▸ What the exercise asks: Repeat the data exactly. Pictures stay out.

Source data section start

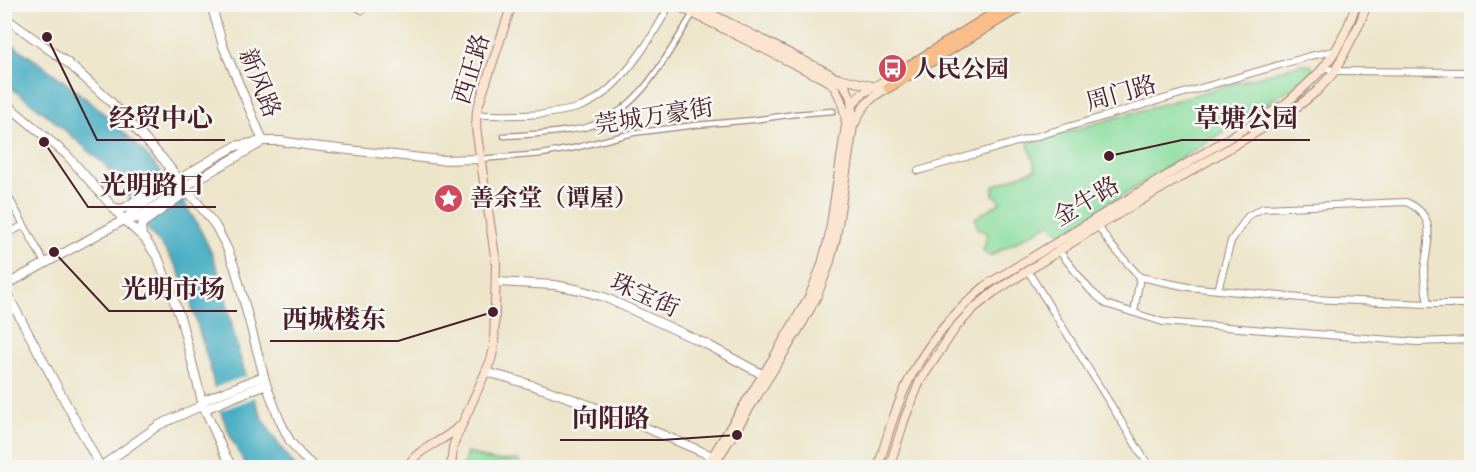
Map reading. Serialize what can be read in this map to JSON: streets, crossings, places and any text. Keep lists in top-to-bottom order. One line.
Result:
{"streets":{"main road":["西正路","金牛路"],"street":["新风路","周门路","莞城万豪街","珠宝街"]},"crossings":[["西正路","莞城万豪街"],["西正路","珠宝街"],["周门路","金牛路"]],"places":{"other":["经贸中心","光明路口","草塘公园","光明市场","西城楼东","向阳路"],"bus stop":["人民公园"],"place":["善余堂（谭屋）"]}}
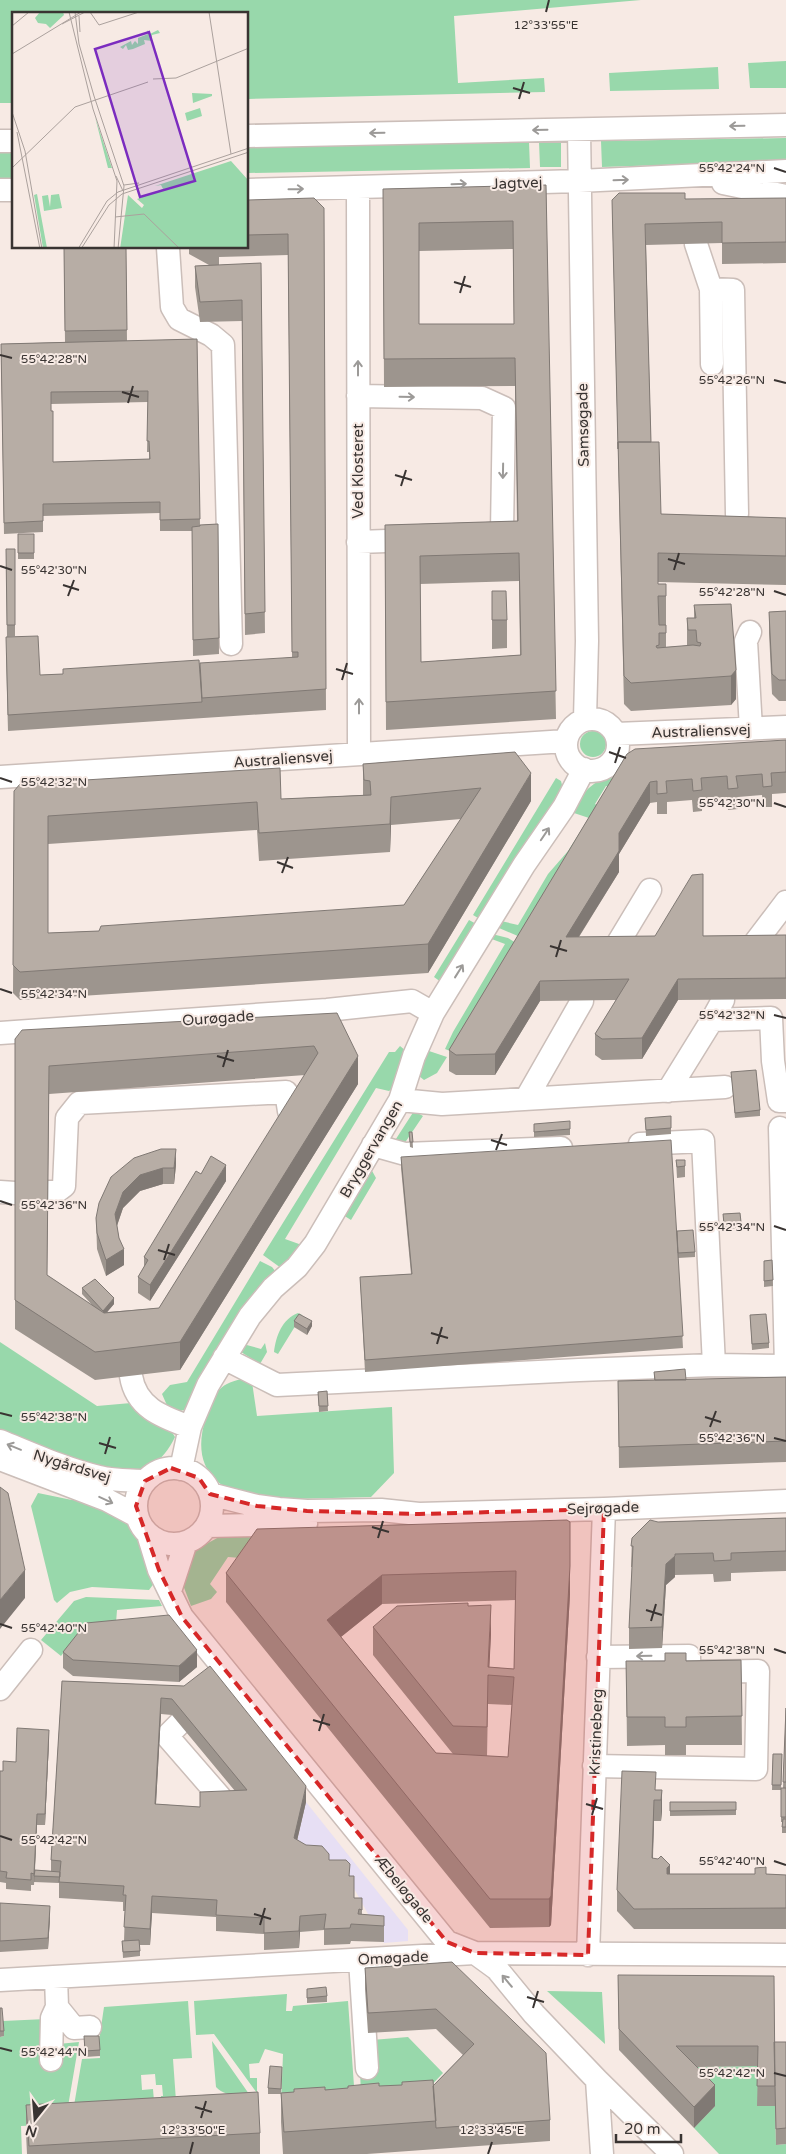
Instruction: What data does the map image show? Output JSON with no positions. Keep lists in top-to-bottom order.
{
  "streets": {
    "street": [
      "Jagtvej",
      "Samsøgade",
      "Ved Klosteret",
      "Australiensvej",
      "Ourøgade",
      "Bryggervangen",
      "Nygårdsvej",
      "Sejrøgade",
      "Kristineberg",
      "Æbeløgade",
      "Omøgade"
    ]
  },
  "crossings": [
    ["Jagtvej", "Samsøgade"],
    ["Jagtvej", "Ved Klosteret"],
    ["Samsøgade", "Australiensvej"],
    ["Samsøgade", "Bryggervangen"],
    ["Ved Klosteret", "Australiensvej"],
    ["Australiensvej", "Bryggervangen"],
    ["Ourøgade", "Bryggervangen"],
    ["Bryggervangen", "Nygårdsvej"],
    ["Bryggervangen", "Sejrøgade"],
    ["Bryggervangen", "Æbeløgade"],
    ["Nygårdsvej", "Sejrøgade"],
    ["Nygårdsvej", "Æbeløgade"],
    ["Sejrøgade", "Kristineberg"],
    ["Sejrøgade", "Æbeløgade"],
    ["Kristineberg", "Omøgade"],
    ["Æbeløgade", "Omøgade"]
  ],
  "scale_bar": "20 m",
  "north": "bottom",
  "coordinates": [
    "12°33'55\"E",
    "55°42'24\"N",
    "55°42'28\"N",
    "55°42'26\"N",
    "55°42'30\"N",
    "55°42'32\"N",
    "55°42'34\"N",
    "55°42'36\"N",
    "55°42'38\"N",
    "55°42'40\"N",
    "55°42'42\"N",
    "55°42'44\"N",
    "12°33'50\"E",
    "12°33'45\"E"
  ]
}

Source data section end

▸ Output of the task:
Map reading. Serialize what can be read in this map to JSON: streets, crossings, places and any text. Keep lists in top-to-bottom order. One line.
Result:
{"streets":{"main road":["西正路","金牛路"],"street":["新风路","周门路","莞城万豪街","珠宝街"]},"crossings":[["西正路","莞城万豪街"],["西正路","珠宝街"],["周门路","金牛路"]],"places":{"other":["经贸中心","光明路口","草塘公园","光明市场","西城楼东","向阳路"],"bus stop":["人民公园"],"place":["善余堂（谭屋）"]}}
Instruction: What data does the map image show? Output JSON with no positions. Keep lists in top-to-bottom order.
{
  "streets": {
    "street": [
      "Jagtvej",
      "Samsøgade",
      "Ved Klosteret",
      "Australiensvej",
      "Ourøgade",
      "Bryggervangen",
      "Nygårdsvej",
      "Sejrøgade",
      "Kristineberg",
      "Æbeløgade",
      "Omøgade"
    ]
  },
  "crossings": [
    ["Jagtvej", "Samsøgade"],
    ["Jagtvej", "Ved Klosteret"],
    ["Samsøgade", "Australiensvej"],
    ["Samsøgade", "Bryggervangen"],
    ["Ved Klosteret", "Australiensvej"],
    ["Australiensvej", "Bryggervangen"],
    ["Ourøgade", "Bryggervangen"],
    ["Bryggervangen", "Nygårdsvej"],
    ["Bryggervangen", "Sejrøgade"],
    ["Bryggervangen", "Æbeløgade"],
    ["Nygårdsvej", "Sejrøgade"],
    ["Nygårdsvej", "Æbeløgade"],
    ["Sejrøgade", "Kristineberg"],
    ["Sejrøgade", "Æbeløgade"],
    ["Kristineberg", "Omøgade"],
    ["Æbeløgade", "Omøgade"]
  ],
  "scale_bar": "20 m",
  "north": "bottom",
  "coordinates": [
    "12°33'55\"E",
    "55°42'24\"N",
    "55°42'28\"N",
    "55°42'26\"N",
    "55°42'30\"N",
    "55°42'32\"N",
    "55°42'34\"N",
    "55°42'36\"N",
    "55°42'38\"N",
    "55°42'40\"N",
    "55°42'42\"N",
    "55°42'44\"N",
    "12°33'50\"E",
    "12°33'45\"E"
  ]
}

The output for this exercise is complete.